The Secretary of Administration prepares a similar inventory in Virginia. However, Utah went a step further by requiring most Utah cities and counties to prepare similar commercial activity inventories for the PPB. The underlying premise is that taxpayers deserve transparency in how their state and local tax dollars are spent.

Utah empowered the PPB in several other notable ways worthy of consideration in Virginia. For example, the PPB is now required to not only make annual recommendations on privatization opportunities but to review the potential privatization of a good or service at the request of a state agency or a private company. And the new laws require Utah's governor to select three identified commercial activities performed by executive agencies every two years for which his Office of Planning and Budget must conduct further privatization review, creating an internal "feedback loop" through which PPB recommendations can be advanced. The PPB is also now responsible for developing a set of privatization standards, procedures, and requirements to guide the statewide contracting process.

Utah's board is clearly moving in the direction of Florida's groundbreaking Council on Efficient Government (CEG), the state-of-the-art in competitive government. It fulfills a variety of functions, including conducting commercial activity inventories, identifying state competition opportunities, creating new standards and processes to guide competitions, assisting agencies with business case development, and serving as a clearinghouse for best practices in privatization.

And it's working. As Reason Foundation's new Annual Privatization Report 2008 shows, state contracting has been on a significant rise in Florida in recent years, averaging 25 new contracts annually since 2000. In all, the state currently has 289 projects being outsourced, with a lifetime value of over $5.5 billion. Many of those contracts are the end result of CEG recommendations or guidance throughout the contracting process.

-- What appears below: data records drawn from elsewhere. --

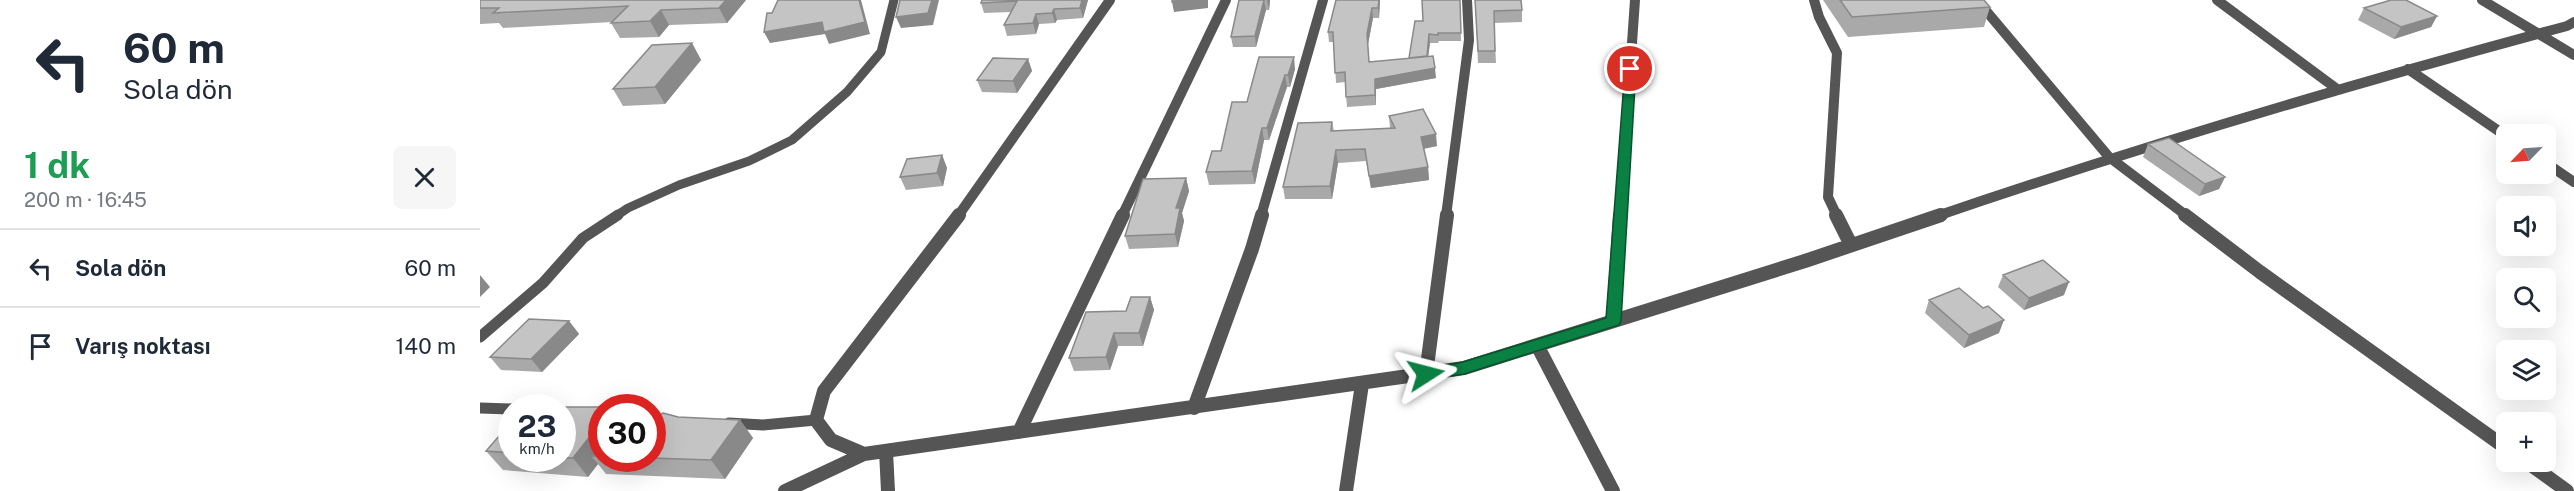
<!DOCTYPE html>
<html lang="tr">
<head>
<meta charset="utf-8">
<style>
	body { margin:0; font-family:"Public Sans",sans-serif; background:#f6f6f7; color:#1f2937; height:100vh; display:flex; flex-direction:column; font-size:22px; white-space:nowrap }
	* { box-sizing:border-box; margin:0 }
	p { font-size:20px; color:#747a83 }
	.icon { flex:none; width:33px; height:33px; fill:none; stroke:currentColor; stroke-width:2; stroke-linecap:round; stroke-linejoin:round }
	.map { position:relative; flex:1; overflow:hidden }
	.drawer { display:flex; flex-direction:column; background:#fff; width:480px }
	.drawer>* { flex:none }
	.hud { background:#fff; color:#1f2937; overflow:hidden }
	.needle { width:39px; rotate:245deg }
	.tools { position:absolute; left:2016px; top:124px; display:grid; gap:12px }
	.tools a { display:grid; place-items:center; width:60px; height:60px; border-radius:9px; background:#fff; box-shadow:0 6px 24px #0002; font-size:30px }
	.speed { position:absolute; left:18px; top:394px; display:flex; gap:12px; font-size:30px; font-weight:700; text-align:center }
	.speed>* { display:grid; place-content:center; width:78px; height:78px; border-radius:50%; background:#fff; box-shadow:0 6px 24px #0002; line-height:1 }
	.speed small { font-size:15px; font-weight:400 }
	.speed .limit { border:9px solid #d22; background:#fff; color:#111 }
	.pin { position:absolute; display:grid; place-items:center; width:51px; height:51px; color:#fff; margin:-26px; border:3px solid #fff; border-radius:50%; box-shadow:0 2px 6px #0007 }
	.me { position:absolute; width:66px; margin:-33px; rotate:81deg; stroke-linejoin:round; filter:drop-shadow(0 0 4px #0008) }
	.turn { display:flex; align-items:center; gap:21px; height:126px; padding:0 24px; font-size:27px }
	.turn .icon { width:78px; height:78px; stroke-width:2.5 }
	.turn b { display:block; font-size:42px; line-height:51px }
	.round { display:grid; place-items:center; flex:none; width:63px; height:63px; border-radius:9px; background:#f6f6f7 }
	.summary { display:flex; align-items:center; justify-content:space-between; height:102px; padding:0 24px }
	h1 { font-size:36px; font-weight:700; line-height:45px; color:#1e9e55 }
	ul { padding:0; list-style:none }
	li { display:flex; align-items:center; gap:18px; height:78px; padding:0 24px; border-top:2px solid #e0e1e3 }
	li div { flex:1 }
	li b { display:block; font-size:22px }
	li em { font-style:normal }
	main { display:flex; flex:1; min-height:0 }
	.map>svg:first-child { display:block }
</style>
</head>
<body>
<main>
<section class="drawer">
<div class="hud">
<div class="turn"><svg class="icon" aria-label="left" viewBox="0 0 24 24"><path d="M17 20v-9H6M10 6l-5 5 5 5"/></svg><div><b>60 m</b>Sola dön</div></div>
</div>
<div class="summary"><div><h1>1 dk</h1><p>200 m · 16:45</p></div><a class="round"><svg class="icon" aria-label="close" viewBox="0 0 24 24"><path d="M6 6l12 12M18 6L6 18"/></svg></a></div>
<ul>
<li><svg class="icon" aria-label="left" viewBox="0 0 24 24"><path d="M17 20v-9H6M10 6l-5 5 5 5"/></svg><div><b>Sola dön</b></div><em>60 m</em></li>
<li><svg class="icon" aria-label="arrive" viewBox="0 0 24 24"><path d="M6 21V4h12l-3 4 3 4H6"/></svg><div><b>Varış noktası</b></div><em>140 m</em></li>
</ul>
</section>
<div class="map">
<svg width="2094" height="491" viewBox="0 0 2094 491">
	<rect width="100%" height="100%" fill="#fff"/>
	<g fill="none" stroke-linecap="round" stroke-linejoin="round">
		<path stroke="#555" stroke-width="9" d="M 136,216 L 148,208 L 199,185 L 269,161 L 312,140 L 367,92 L 401,52 L 414,0"/>
		<path stroke="#555" stroke-width="11" d="M 0,337 L 63,283 L 103,238 L 138,215
			M 0,408 L 32,409
			M 249,423 L 283,425 L 336,420"/>
		<path stroke="#555" stroke-width="10" d="M 1334,0 L 1339,17 L 1357,53 L 1348,197 L 1357,216
			M 1497,0 L 1629,157 L 1707,216
			M 1737,0 L 1857,89
			M 2002,0 L 2094,55
			M 1928,69 L 2026,136
			M 2066,163 L 2094,182
			M 478,216 L 630,0
			M 642,216 L 746,0
			M 781,216 L 843,0
			M 966,216 L 989,40 L 987,0
			M 1140,216 L 1155,0
			M 1457,216 C 1665,145 1875,83 2087,26 L 2094,22"/>
		<path stroke="#555" stroke-width="14" d="M 1356,215 L 1371,245
			M 1705,215 L 1780,272 L 2026,448
			M 1133,321 L 1140,215
			M 1057,345 L 1133,491
			M 946,374 L 967,215
			M 714,408 L 772,249 L 782,215
			M 539,432 L 643,215
			M 406,451 L 408,491
			M 384,454 L 351,440 L 336,420 L 344,391 L 479,215
			M 2047,462 L 2087,491
			M 305,491 L 384,454 L 984,368 L 1328,260 L 1461,215
			M 866,491 L 882,384"/>
	</g>
	<path fill="#a9a9a9" d="M 0,0 L 266,0 L 247,23 L 189,25 L 179,37 L 140,38 L 131,23 L 132,22 L 23,28 L 19,23 L 0,24 Z
		M 502,0 L 608,0 L 603,18 L 577,20 L 575,23 L 559,24 L 556,34 L 527,36 L 524,25 L 531,12 L 504,13 L 501,3 Z
		M 759,0 L 790,0 L 789,10 L 786,10 L 776,47 L 753,47 L 751,37 Z
		M 900,0 L 899,18 L 893,18 L 888,44 L 889,62 L 929,58 L 943,21 L 980,0 L 981,41 L 959,41 L 958,43 L 950,43 L 948,56 L 956,78 L 896,89 L 896,105 L 867,107 L 865,82 L 856,83 L 854,42 L 849,42 L 848,32 Z
		M 995,0 L 1042,10 L 1042,22 L 1014,23 L 1016,63 L 998,63 Z
		M 1343,0 L 1504,0 L 1510,7 L 1504,27 L 1368,37 Z
		M 1884,8 L 1957,16 L 1951,27 L 1914,39 L 1878,20 Z
		M 212,43 L 221,60 L 185,104 L 143,106 L 133,89 Z
		M 779,57 L 815,69 L 810,87 L 807,87 L 789,140 L 784,140 L 775,184 L 729,185 L 726,172 L 741,151 L 767,102 Z
		M 548,59 L 552,71 L 537,93 L 502,92 L 497,80 Z
		M 909,116 L 957,146 L 944,149 L 948,167 L 949,180 L 891,188 L 886,161 L 858,163 L 852,199 L 805,199 L 803,187 L 852,122 L 854,131 L 910,128 Z
		M 1668,144 L 1745,177 L 1739,189 L 1719,196 L 1663,157 Z
		M 462,155 L 467,168 L 463,186 L 426,190 L 420,177 Z
		M 706,178 L 709,191 L 702,213 L 704,221 L 698,247 L 649,249 L 645,236 Z
		M 1523,275 L 1584,295 L 1544,310 L 1518,287 Z
		M 670,297 L 674,310 L 663,346 L 638,346 L 630,370 L 594,371 L 589,358 L 646,311 Z
		M 1449,300 L 1519,333 L 1484,348 L 1445,313 Z
		M 89,321 L 99,334 L 62,372 L 21,370 L 10,357 Z
		M 82,408 L 122,408 L 122,459 L 172,459 L 172,419 L 198,417 L 260,420 L 273,438 L 245,479 L 126,474 L 118,464 L 108,477 L 23,470 L 6,451 L 32,421 L 32,459 L 82,459 Z"/>
	<path fill="#898989" d="M 246,0 L 266,0 L 247,23 L 239,8 Z
		M 379,0 L 381,0 L 390,34 L 349,44 L 345,34 L 290,43 L 284,32 L 342,22 Z
		M 452,0 L 459,0 L 453,25 L 421,28 L 416,17 Z
		M 602,0 L 608,0 L 603,18 L 600,8 Z
		M 708,0 L 728,0 L 728,8 L 694,12 L 692,2 Z
		M 784,0 L 786,10 L 776,47 L 775,36 Z
		M 787,0 L 790,0 L 789,10 Z
		M 899,0 L 900,0 L 899,18 L 898,8 Z
		M 892,8 L 893,18 L 888,44 L 887,34 Z
		M 574,9 L 577,20 L 575,23 L 572,13 Z
		M 181,10 L 189,25 L 179,37 L 170,21 Z
		M 556,14 L 559,24 L 556,34 L 553,23 Z
		M 1957,16 L 1951,27 L 1914,39 L 1921,27 Z
		M 949,34 L 950,43 L 947,66 L 947,58 Z
		M 212,43 L 221,60 L 185,104 L 175,87 Z
		M 814,57 L 815,69 L 810,87 L 808,75 Z
		M 548,59 L 552,71 L 537,93 L 533,81 Z
		M 955,68 L 956,78 L 896,89 L 896,105 L 895,95 L 895,79 Z
		M 805,75 L 807,87 L 789,140 L 787,128 Z
		M 782,128 L 784,140 L 775,184 L 772,171 Z
		M 956,134 L 957,146 L 941,149 L 941,137 Z
		M 856,150 L 858,163 L 852,199 L 850,186 Z
		M 462,155 L 467,168 L 463,186 L 457,173 Z
		M 948,167 L 949,180 L 891,188 L 889,176 Z
		M 1745,177 L 1739,189 L 1719,196 L 1725,184 Z
		M 706,178 L 709,191 L 702,213 L 704,221 L 698,247 L 695,234 L 696,208 Z
		M 0,275 L 10,287 L 0,297 Z
		M 1589,282 L 1584,295 L 1544,310 L 1549,298 Z
		M 670,297 L 674,310 L 663,346 L 659,333 Z
		M 1524,320 L 1519,333 L 1484,348 L 1489,335 Z
		M 89,321 L 99,334 L 62,372 L 51,359 Z
		M 634,333 L 638,346 L 630,370 L 626,357 Z
		M 260,420 L 273,438 L 245,479 L 231,460 Z
		M 122,421 L 122,456 L 111,456 L 118,464 L 108,477 L 93,458 Z"/>
	<path fill="#c4c4c4" stroke="#898989" stroke-width="1.5" d="M 0,0 L 246,0 L 239,8 L 181,10 L 170,21 L 131,23 L 148,6 L 13,13 L 19,8 L 0,8 Z
		M 298,0 L 379,0 L 385,22 L 344,32 L 342,22 L 284,32 L 287,13 L 292,13 Z
		M 420,0 L 452,0 L 448,13 L 416,17 Z
		M 502,0 L 602,0 L 600,8 L 574,9 L 572,13 L 556,14 L 553,23 L 524,25 L 537,1 L 501,3 Z
		M 692,0 L 708,0 L 692,2 Z
		M 759,0 L 784,0 L 775,36 L 751,37 Z
		M 856,0 L 899,0 L 898,8 L 892,8 L 887,34 L 889,62 L 953,56 L 955,68 L 895,79 L 895,95 L 866,97 L 865,72 L 855,73 L 853,32 L 848,32 Z
		M 942,0 L 980,0 L 981,33 L 958,33 L 958,35 L 949,34 L 947,56 L 929,58 L 935,21 L 943,21 Z
		M 995,0 L 1041,0 L 1042,10 L 1014,11 L 1015,51 L 998,51 Z
		M 1360,0 L 1504,0 L 1510,7 L 1372,17 Z
		M 1911,0 L 1926,0 L 1957,16 L 1921,27 L 1884,8 Z
		M 212,43 L 175,87 L 133,89 L 172,45 Z
		M 779,57 L 814,57 L 808,75 L 805,75 L 787,128 L 782,128 L 772,171 L 726,172 L 732,151 L 741,151 L 752,102 L 767,102 Z
		M 513,58 L 548,59 L 533,81 L 497,80 Z
		M 943,109 L 956,134 L 941,137 L 948,167 L 889,176 L 885,149 L 856,150 L 850,186 L 803,187 L 818,123 L 852,122 L 851,131 L 915,128 L 909,116 Z
		M 1689,138 L 1745,177 L 1725,184 L 1668,144 Z
		M 462,155 L 457,173 L 420,177 L 427,159 Z
		M 706,178 L 696,208 L 700,208 L 695,234 L 645,236 L 663,179 Z
		M 1563,260 L 1589,282 L 1549,298 L 1523,275 Z
		M 1479,288 L 1503,308 L 1508,306 L 1524,320 L 1489,335 L 1449,300 Z
		M 651,297 L 670,297 L 659,333 L 634,333 L 626,357 L 589,358 L 606,312 L 646,311 Z
		M 49,319 L 89,321 L 51,359 L 10,357 Z
		M 44,407 L 132,407 L 131,408 L 122,408 L 122,421 L 93,458 L 82,458 L 82,408 L 43,408 Z
		M 183,413 L 198,417 L 260,420 L 231,460 L 172,458 L 172,419 Z
		M 32,421 L 32,453 L 6,451 Z
		M 122,449 L 122,456 L 111,456 Z"/>
	<path fill="#0b8043" stroke="#07532c" stroke-width="1.5" d="M 1150,65 L 1156,69 L 1141,321 L 1139,325 L 984,374 L 946,380 L 940,378 L 938,374 L 940,370 L 983,362 L 1126,318 L 1145,69 Z"/>
</svg>
<div class="tools">
<a><svg class="needle" viewBox="-14 -14 28 28"><path d="M0-13l5 13h-10z" fill="#e53935"/><path d="M0 13l5-13h-10z" fill="#747a83"/></svg></a>
<a><svg class="icon" aria-label="sound" viewBox="0 0 24 24"><path d="M4 9h4l5-4v14l-5-4H4zM17 9q2 3 0 6"/></svg></a>
<a><svg class="icon" aria-label="search" viewBox="0 0 24 24"><circle cx="10" cy="10" r="6"/><path d="M15 15l6 6"/></svg></a>
<a><svg class="icon" aria-label="layers" viewBox="0 0 24 24"><path d="M12 4l9 5-9 5-9-5zM3 14l9 5 9-5"/></svg></a>
<a>+</a>
</div>
<div class="speed"><div>23<small>km/h</small></div><div class="limit">30</div></div>
<div class="pin" style="left:1150px;top:69px;background:#d93025"><svg class="icon" aria-label="arrive" viewBox="0 0 24 24"><path d="M6 21V4h12l-3 4 3 4H6"/></svg></div>
<svg class="me" style="left:946px;top:374px" viewBox="-20 -20 40 40"><path d="M0-17L14 15 0 8-14 15z" fill="#0b8043" stroke="#fff" stroke-width="4"/></svg>
</div>
</main>
</body>
</html>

Using a conservative estimate of a 5-10 percent cost savings through privatization (which tends to be on the low range), Florida is currently saving taxpayers literally hundreds of millions of dollars through privatization, and the CEG is a critical part of it.

Luckily, some in the General Assembly understand the need to modernize the state's efficiency tools. Earlier this year, Del. Chris Saxman, R-Staunton, introduced House Bill 1238, which would replace the current CCC with a new Commonwealth Realignment Commission with more teeth to review the operations of state agencies and state-funded programs and promote privatization through competitive contracting.

The bill didn't advance, but policymakers should revisit it in the next session. Whether or not that particular approach would offer the state a more powerful tool certainly merits a substantive policy discussion. Regardless, Saxman's bill is exactly the kind of thinking Commonwealth taxpayers deserve to see more of moving forward.

Fiscal prudence demands comprehensive, enterprise-wide approaches to introducing competition into government service delivery and ensuring that taxpayers are getting high quality services for the lowest possible cost. Utah and Florida are on the cutting edge in this regard. If restructured or given more tools, the Commonwealth Competition Council could truly be an effective force in driving down costs and relieving pressure to take yet another grab at taxpayers' wallets through more taxes.